On 09/26/2017 10:33 AM, Robert Haas wrote:
> On Tue, Sep 26, 2017 at 9:00 AM, Jesper Pedersen
> <jesper(dot)pedersen(at)redhat(dot)com> wrote:
>> Could you share your thoughts on the usage of PartitionAppendInfo's
>> min_datum_idx / max_datum_idx ? Especially in relation to hash partitions.
>
> This brings up something that I've kind of been thinking about. There
> are sort of four cases when it comes to partition pruning:
>
> 1. There is exactly one matching partition. For example, this happens
> when there is an equality constraint on every partition column.
>
> 2. There are multiple matching partitions which are consecutive.
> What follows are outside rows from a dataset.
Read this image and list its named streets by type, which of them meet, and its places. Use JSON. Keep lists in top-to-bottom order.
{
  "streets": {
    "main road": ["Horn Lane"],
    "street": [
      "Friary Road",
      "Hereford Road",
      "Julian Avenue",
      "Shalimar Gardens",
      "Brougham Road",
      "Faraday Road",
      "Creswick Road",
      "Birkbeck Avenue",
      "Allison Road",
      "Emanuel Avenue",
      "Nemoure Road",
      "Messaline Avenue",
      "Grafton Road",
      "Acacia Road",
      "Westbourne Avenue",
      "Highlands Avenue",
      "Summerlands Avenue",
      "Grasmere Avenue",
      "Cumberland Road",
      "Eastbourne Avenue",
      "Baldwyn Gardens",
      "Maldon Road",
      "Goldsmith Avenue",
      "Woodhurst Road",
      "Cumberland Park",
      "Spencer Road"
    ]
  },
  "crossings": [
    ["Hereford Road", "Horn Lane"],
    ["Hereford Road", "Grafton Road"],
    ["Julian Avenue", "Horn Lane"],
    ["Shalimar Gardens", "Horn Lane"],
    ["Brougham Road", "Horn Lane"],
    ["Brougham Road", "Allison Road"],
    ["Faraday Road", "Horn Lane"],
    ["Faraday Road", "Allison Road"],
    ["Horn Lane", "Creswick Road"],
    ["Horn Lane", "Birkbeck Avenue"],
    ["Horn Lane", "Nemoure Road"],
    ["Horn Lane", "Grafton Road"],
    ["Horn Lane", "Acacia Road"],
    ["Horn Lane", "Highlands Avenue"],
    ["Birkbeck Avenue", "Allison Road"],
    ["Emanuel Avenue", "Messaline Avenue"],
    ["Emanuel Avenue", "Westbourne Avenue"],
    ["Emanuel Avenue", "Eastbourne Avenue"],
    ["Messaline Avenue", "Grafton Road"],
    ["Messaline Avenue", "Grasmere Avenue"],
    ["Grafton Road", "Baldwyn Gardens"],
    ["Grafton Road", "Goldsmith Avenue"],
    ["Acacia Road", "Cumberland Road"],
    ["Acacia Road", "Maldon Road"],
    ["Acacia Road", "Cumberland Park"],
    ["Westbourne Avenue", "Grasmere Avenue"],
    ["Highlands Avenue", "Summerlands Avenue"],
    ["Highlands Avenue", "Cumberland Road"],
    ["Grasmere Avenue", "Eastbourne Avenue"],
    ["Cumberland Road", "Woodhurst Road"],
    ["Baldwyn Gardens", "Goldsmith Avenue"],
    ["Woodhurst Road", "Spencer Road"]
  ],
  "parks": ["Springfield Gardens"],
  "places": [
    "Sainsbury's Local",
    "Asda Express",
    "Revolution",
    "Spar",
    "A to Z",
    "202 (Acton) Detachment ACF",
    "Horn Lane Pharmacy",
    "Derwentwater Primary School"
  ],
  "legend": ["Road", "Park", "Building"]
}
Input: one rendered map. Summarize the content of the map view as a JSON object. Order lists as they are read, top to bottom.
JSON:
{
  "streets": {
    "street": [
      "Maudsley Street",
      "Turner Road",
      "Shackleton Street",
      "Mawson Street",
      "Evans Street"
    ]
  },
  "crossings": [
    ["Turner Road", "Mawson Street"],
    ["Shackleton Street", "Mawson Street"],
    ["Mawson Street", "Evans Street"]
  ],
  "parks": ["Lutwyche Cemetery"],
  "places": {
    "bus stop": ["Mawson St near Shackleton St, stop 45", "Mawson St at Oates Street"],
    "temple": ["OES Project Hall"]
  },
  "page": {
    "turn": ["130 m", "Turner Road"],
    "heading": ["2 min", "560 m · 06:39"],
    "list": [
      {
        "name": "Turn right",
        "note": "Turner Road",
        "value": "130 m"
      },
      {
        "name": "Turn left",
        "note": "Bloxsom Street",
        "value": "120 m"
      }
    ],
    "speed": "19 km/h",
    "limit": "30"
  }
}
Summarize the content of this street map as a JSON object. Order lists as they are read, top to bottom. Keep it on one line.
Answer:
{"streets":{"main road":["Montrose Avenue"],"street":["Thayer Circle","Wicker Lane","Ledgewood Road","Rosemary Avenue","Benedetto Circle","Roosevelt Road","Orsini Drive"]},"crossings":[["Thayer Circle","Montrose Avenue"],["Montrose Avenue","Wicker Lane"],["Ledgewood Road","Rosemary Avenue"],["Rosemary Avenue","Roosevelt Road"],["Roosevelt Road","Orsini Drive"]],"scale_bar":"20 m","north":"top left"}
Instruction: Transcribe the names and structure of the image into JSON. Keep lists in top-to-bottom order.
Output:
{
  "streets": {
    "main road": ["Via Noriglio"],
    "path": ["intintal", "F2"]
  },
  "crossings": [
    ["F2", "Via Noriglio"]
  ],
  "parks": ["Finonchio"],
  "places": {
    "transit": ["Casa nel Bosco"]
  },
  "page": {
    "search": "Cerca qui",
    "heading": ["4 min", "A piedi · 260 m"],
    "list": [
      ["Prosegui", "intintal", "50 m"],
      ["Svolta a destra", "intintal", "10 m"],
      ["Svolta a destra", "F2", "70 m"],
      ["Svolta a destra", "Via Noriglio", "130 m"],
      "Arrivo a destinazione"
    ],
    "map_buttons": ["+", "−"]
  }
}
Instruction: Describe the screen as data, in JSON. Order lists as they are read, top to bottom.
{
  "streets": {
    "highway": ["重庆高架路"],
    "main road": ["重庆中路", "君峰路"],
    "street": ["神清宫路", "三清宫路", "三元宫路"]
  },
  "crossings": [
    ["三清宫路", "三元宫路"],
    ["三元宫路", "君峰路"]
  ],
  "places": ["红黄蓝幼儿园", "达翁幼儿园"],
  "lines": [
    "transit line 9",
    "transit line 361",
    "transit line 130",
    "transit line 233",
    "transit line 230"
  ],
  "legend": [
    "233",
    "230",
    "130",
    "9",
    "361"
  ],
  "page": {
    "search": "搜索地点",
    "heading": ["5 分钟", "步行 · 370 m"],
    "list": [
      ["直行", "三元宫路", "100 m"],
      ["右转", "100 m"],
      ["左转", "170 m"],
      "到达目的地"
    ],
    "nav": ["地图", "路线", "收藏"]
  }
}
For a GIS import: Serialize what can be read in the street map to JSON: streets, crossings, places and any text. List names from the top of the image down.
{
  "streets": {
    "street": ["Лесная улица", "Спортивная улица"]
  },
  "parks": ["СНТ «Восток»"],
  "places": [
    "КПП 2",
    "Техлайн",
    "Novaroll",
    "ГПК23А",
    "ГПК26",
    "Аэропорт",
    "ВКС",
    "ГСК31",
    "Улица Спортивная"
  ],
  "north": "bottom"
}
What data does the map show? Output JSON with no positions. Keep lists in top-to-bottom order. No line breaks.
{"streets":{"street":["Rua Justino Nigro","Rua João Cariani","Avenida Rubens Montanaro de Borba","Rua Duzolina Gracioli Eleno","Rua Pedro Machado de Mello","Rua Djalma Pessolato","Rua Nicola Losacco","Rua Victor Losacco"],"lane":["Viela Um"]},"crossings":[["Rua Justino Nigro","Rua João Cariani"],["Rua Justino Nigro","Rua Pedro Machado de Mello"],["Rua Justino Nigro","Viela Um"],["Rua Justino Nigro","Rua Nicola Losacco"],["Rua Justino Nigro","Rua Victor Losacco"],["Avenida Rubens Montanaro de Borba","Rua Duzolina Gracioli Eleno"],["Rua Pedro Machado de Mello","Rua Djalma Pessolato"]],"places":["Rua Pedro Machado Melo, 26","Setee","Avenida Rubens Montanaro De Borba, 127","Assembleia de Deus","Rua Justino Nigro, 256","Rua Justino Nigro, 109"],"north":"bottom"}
For
> example, there is a single level of range partitioning with no default
> partition and the single partitioning column is constrained by < > <=
> or >=.
>
> 3. There are multiple matching partitions which are not consecutive.
> This case is probably rare, but it can happen if there is a default
> partition, if there are list partitions with multiple bounds that are
> interleaved (e.g. p1 allows (1, 4), p2 allows (2), p3 allows (3, 5),
> and the query allows values >= 4 and <= 5), if the query involves OR
> conditions, or if there are multiple levels of partitioning (e.g.
> partition by a, subpartition by b, put a range constraint on a and an
> equality constraint on b).
>
> 4. There are no matching partitions.
>
> One of the goals of this algorithm is to be fast. The obvious way to
> cater to case (3) is to iterate through all partitions and test
> whether each one works, returning a Bitmapset, but that is O(n).
> Admittedly, it might be O(n) with a pretty small constant factor, but
> it still seems like exactly the sort of thing that we want to avoid
> given the desire to scale to higher partition counts.
>
> I propose that we create a structure that looks like this:
>
> struct foo {
> int min_partition;
> int max_partition;
> Bitmapset *extra_partitions;
> };
>
> This indicates that all partitions from min_partition to max_partition
> need to be scanned, and in addition any partitions in extra_partitions
> need to be scanned. Assuming that we only consider cases where all
> partition keys or a leading subset of the partition keys are
> constrained, we'll generally be able to get by with just setting
> min_partition and max_partition, but extra_partitions can be used to
> handle default partitions and interleaved list bounds. For equality
> on all partitioning columns, we can do a single bsearch of the bounds
> to identify the target partition at a given partitioning level, and
> the same thing works for a single range-bound. If there are two
> range-bounds (< and > or <= and >= or whatever) we need to bsearch
> twice. The default partition, if any and if matched, must also be
> included. When there are multiple levels of partitioning things get a
> bit more complex -- if someone wants to knock out a partition that
> breaks up the range, we might need to shrink the main range to cover
> part of it and kick the other indexes out to extra_partitions.
>
> But the good thing is that in common cases with only O(lg n) effort we
> can return O(1) data that describes what will be scanned. In cases
> where that's not practical we expend more effort but still prune with
> maximal effectiveness.
>

For OLTP style applications 1) would be the common case, and with hash
partitions it would be one equality constraint.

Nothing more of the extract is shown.